Malta has raised a $50 million Series B round to bring its super-long-duration energy storage to market, the company said Wednesday.
The startup spun out of Google parent company Alphabet's moonshot factory, X, in 2018. Many startups tackling energy storage breakthroughs have looked to batteries and other electrochemical devices. Malta turned instead to thermal energy: It uses grid power to compress air for storage in hot molten salts and cold antifreeze liquid. A heat engine later converts the energy back to electricity for consumption. This apparatus, in theory, allows for storing power economically on much longer timescales than is feasible with the lithium-ion batteries prevalent today.
The funding news came after an extreme winter storm blacked out the Texas grid for days on end, highlighting the value of power sources that can ride through multiday shortages of natural gas or renewable generation.
Swiss energy firm Proman led the Series B, joined by previous investors Alfa Laval and Bill Gates-backed Breakthrough Energy Ventures, which led Malta's $26 million Series A round in 2018. Dustin Moskovitz, co-founder of Facebook and Asana, also participated.

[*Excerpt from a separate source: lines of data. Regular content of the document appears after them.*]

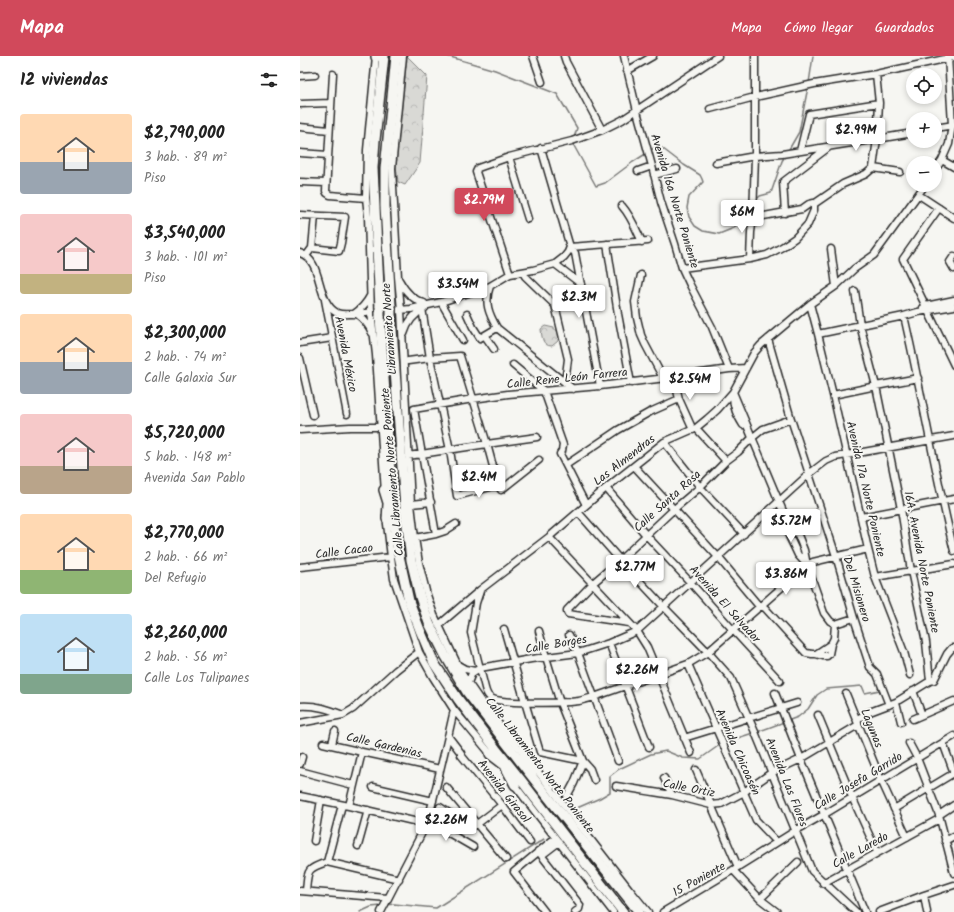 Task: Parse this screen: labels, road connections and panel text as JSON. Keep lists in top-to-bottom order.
{
  "streets": {
    "highway": ["Calle Libramiento Norte Poniente"],
    "street": [
      "Avenida 16a Norte Poniente",
      "Libramiento Norte",
      "Avenida México",
      "Calle Rene León Farrera",
      "Las Almendras",
      "Avenida 17a Norte Poniente",
      "Calle Santa Rosa",
      "Calle Cacao",
      "16A. Avenida Norte Poniente",
      "Del Misionero",
      "Avenida El Salvador",
      "Calle Borges",
      "Lagunas",
      "Calle Gardenias",
      "Avenida Chicoasén",
      "Calle Josefa Garrido",
      "Avenida Las Flores",
      "Calle Ortiz",
      "Avenida Girasol",
      "Calle Laredo",
      "15 Poniente"
    ]
  },
  "crossings": [
    ["Avenida 16a Norte Poniente", "Calle Rene León Farrera"],
    ["Libramiento Norte", "Calle Libramiento Norte Poniente"],
    ["Calle Rene León Farrera", "Las Almendras"],
    ["Las Almendras", "Avenida 17a Norte Poniente"],
    ["Las Almendras", "Del Misionero"],
    ["Las Almendras", "Avenida El Salvador"],
    ["Las Almendras", "Avenida Las Flores"],
    ["Avenida 17a Norte Poniente", "Calle Borges"],
    ["Calle Santa Rosa", "Del Misionero"],
    ["Calle Santa Rosa", "Avenida El Salvador"],
    ["Calle Santa Rosa", "Avenida Las Flores"],
    ["16A. Avenida Norte Poniente", "Calle Borges"],
    ["16A. Avenida Norte Poniente", "Calle Ortiz"],
    ["Del Misionero", "Calle Borges"],
    ["Del Misionero", "Calle Ortiz"],
    ["Avenida El Salvador", "Calle Borges"],
    ["Calle Borges", "Avenida Las Flores"],
    ["Lagunas", "Calle Josefa Garrido"],
    ["Lagunas", "Calle Ortiz"],
    ["Lagunas", "Calle Laredo"],
    ["Avenida Chicoasén", "Calle Josefa Garrido"],
    ["Avenida Chicoasén", "Calle Ortiz"],
    ["Calle Josefa Garrido", "Avenida Las Flores"],
    ["Calle Josefa Garrido", "15 Poniente"],
    ["Avenida Las Flores", "Calle Ortiz"],
    ["Avenida Las Flores", "Calle Laredo"]
  ],
  "page": {
    "header": "Mapa",
    "nav": ["Mapa", "Cómo llegar", "Guardados"],
    "heading": "12 viviendas",
    "map_buttons": ["+", "−"],
    "list": [
      {
        "name": "$2,790,000",
        "note": "3 hab. · 89 m² · Piso"
      },
      {
        "name": "$3,540,000",
        "note": "3 hab. · 101 m² · Piso"
      },
      {
        "name": "$2,300,000",
        "note": "2 hab. · 74 m² · Calle Galaxia Sur"
      },
      {
        "name": "$5,720,000",
        "note": "5 hab. · 148 m² · Avenida San Pablo"
      },
      {
        "name": "$2,770,000",
        "note": "2 hab. · 66 m² · Del Refugio"
      },
      {
        "name": "$2,260,000",
        "note": "2 hab. · 56 m² · Calle Los Tulipanes"
      }
    ],
    "price": [
      "$2.99M",
      "$2.79M",
      "$6M",
      "$3.54M",
      "$2.3M",
      "$2.54M",
      "$2.4M",
      "$5.72M",
      "$2.77M",
      "$3.86M",
      "$2.26M",
      "$2.26M"
    ]
  }
}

"The commercialization process is moving along nicely," VP of Commercialization Ty Jagerson said in a Tuesday interview. "Anyone looking at 4 hours [of energy storage] is starting to look 8 to 10. The market is transitioning rapidly."
Malta has already submitted bids for storage solicitations, he added, and plans to have its first commercial project online in 2024 or 2025. That timeline is driven in part by the scale of the enterprise. Malta's core plant design would charge at a rate of 185 megawatts and will be able to discharge at 100 megawatts for up to 10 hours. This industrial facility would be designed to operate for 30 years.
The gap between power in and power out reflects heat losses in the conversion process, but over the last few years, the company identified a commercial use for that inefficiency: industrial heat. Decarbonization of industry will drive numerous uses for carbon-free, 100-degree-Celsius heat on demand. It's no accident that investor Alfa Laval is a leading supplier of heat exchange technology.
Repurposing proven tech for long-duration storage
In the first cleantech investment bubble a decade ago, venture capitalists (including Gates) bet on startups that proposed novel hardware and spent serious cash building factories for their exotic devices. Those bets largely failed.
These days, a more fashionable tack is to assemble proven technologies with mature supply chains and put them to new use.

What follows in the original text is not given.